Do not miss El Charco del Ingenio when you visit San Miguel. Here are some more pictures from our visit. Click on any picture to open the gallery!



















Wednesday, June 15, 2016

If it's Tuesday this must be Mercado!

Every Tuesday is Market or Tianguis de los Martes day in San Miguel. Primarily for the locals, not the turistas, the Mercado is roughly the size of three football fields and here you will find everything from soup to nuts with a couple of kitchen sinks thrown in for good measure. Packed from end to end with shoppers, there is a staggering display of goods and many of the tables are simply stacked high with large piles of clothing and shoes that one must rummage through to find what you are looking for. Many of these items appear to be from the U.S. and are often stuff that didn't sell well and you will often see brand name goods at ridiculously low prices.

In addition to the vast array of clothing and shoes, there are electronics, household goods, handmade items, chickens and other birds, fruits and vegetables, and lots and lots of food! There are dozens of stands selling prepared traditional Mexican foods along with candies, nuts, meats, flowers, and anything else one could or could not desire. We had some Tacos al Pastor that were quite tasty and cost about 37 cents apiece!

Even if you are not in the market to buy anything, it is simply an experience that cannot be missed. This is where the locals not only do their shopping, but conduct an important part of their social life. It is hard to describe the colors, smells, and tastes of the Mercado, so I will let the pictures do the talking! Click on any picture to view as a gallery.















Tuesday, June 14, 2016

Villa Alta Dos...A Paradise in Paradise!

As we prepared for our trip to San Miguel, one of the most important things for us was finding the right place to stay. As we were hoping to get more of the experience of "living" as opposed to "staying" in the city, we used airbnb to look for a private home to rent. In our search, we were lucky to come across the Villa Alta Dos, a delightful walled compound located near the top of a hill just about a 10-15 minute walk from the Centro. As with many of the homes in San Miguel, behind a somewhat nondescript exterior, lay a beautiful courtyard, lush vegetation, and a perfect casa for our stay.

There is only one residence on the property, along with an artists studio that you can also rent, so we had the entire compound to ourselves. From the moment we arrived, everything was perfect. Our flights had been delayed, so instead of arriving at 8 am, we arrived at 8 pm to find Veronica waiting for us with everything ready to go.

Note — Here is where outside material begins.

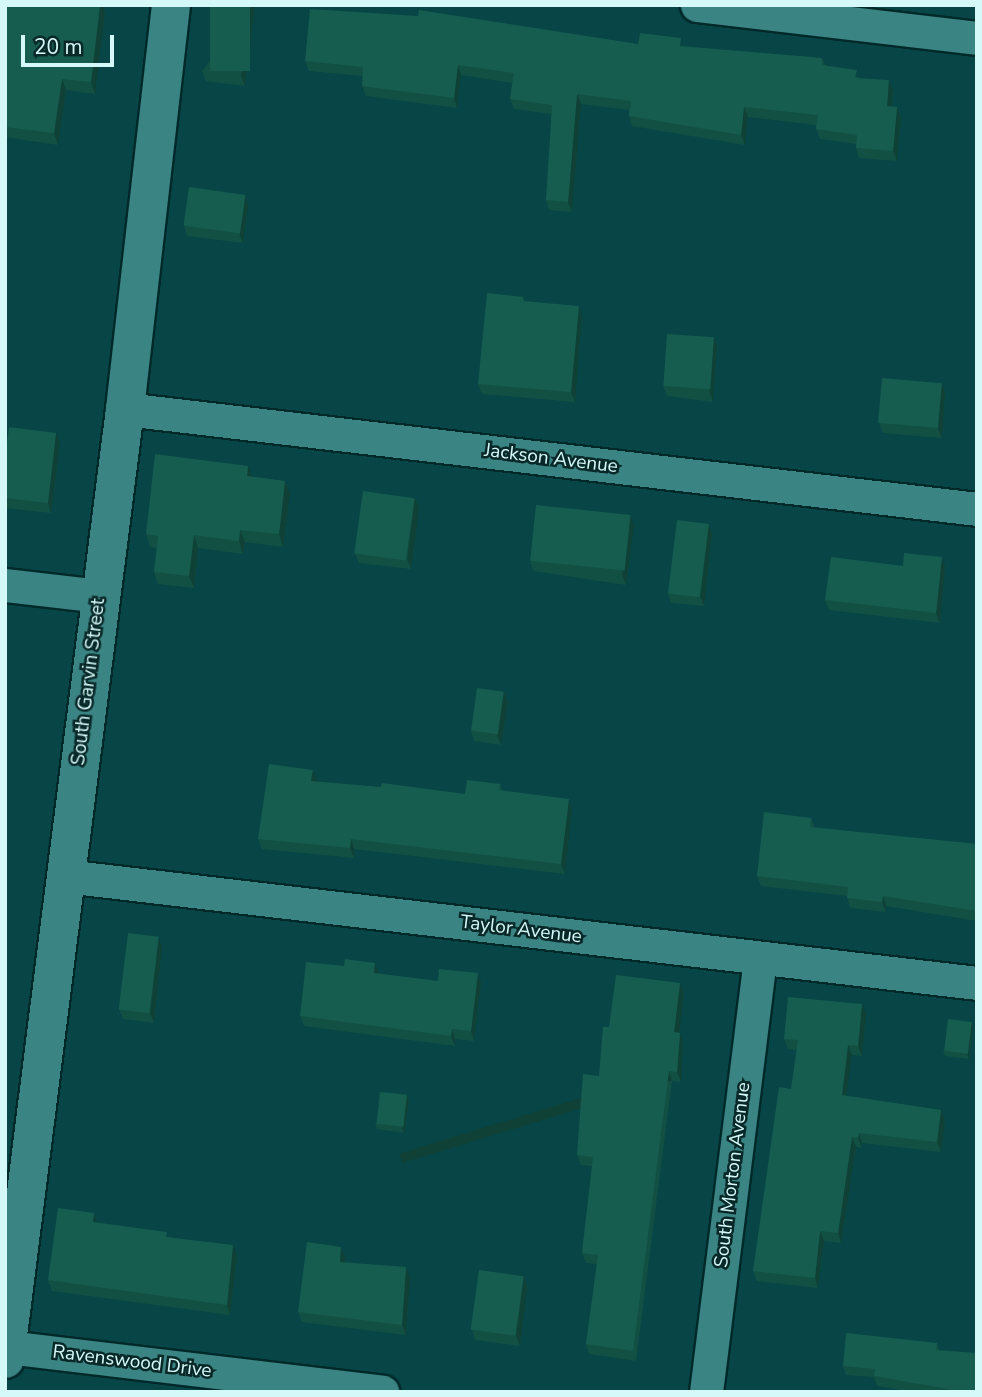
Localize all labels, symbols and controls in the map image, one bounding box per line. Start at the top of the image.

After a quick walk through, she left us alone to get a great night's sleep in the quiet neighborhood and on the good bed. The bedroom is on the upper level with a beautiful boveda brick ceiling, a nice fan to keep you cool, a large bathroom, and a huge closet. There is also a small sitting deck right off the bedroom that is a nice place to enjoy a drink or a cup of coffee.

We went out for breakfast the first morning, but once we had a chance to do some shopping, we cooked all of our breakfasts and many of our other meals in the well equipped and spacious kitchen. We enjoyed eating them at the table on the lower level patio that overlooks the gardens. With San Miguel's mild weather this was the perfect spot to savor the morning or evening sun.

The living area was nicely decorated and well equipped with plenty of seating, wi-fi, and television, although we didn't spend much time there with all there is to do in San Miguel!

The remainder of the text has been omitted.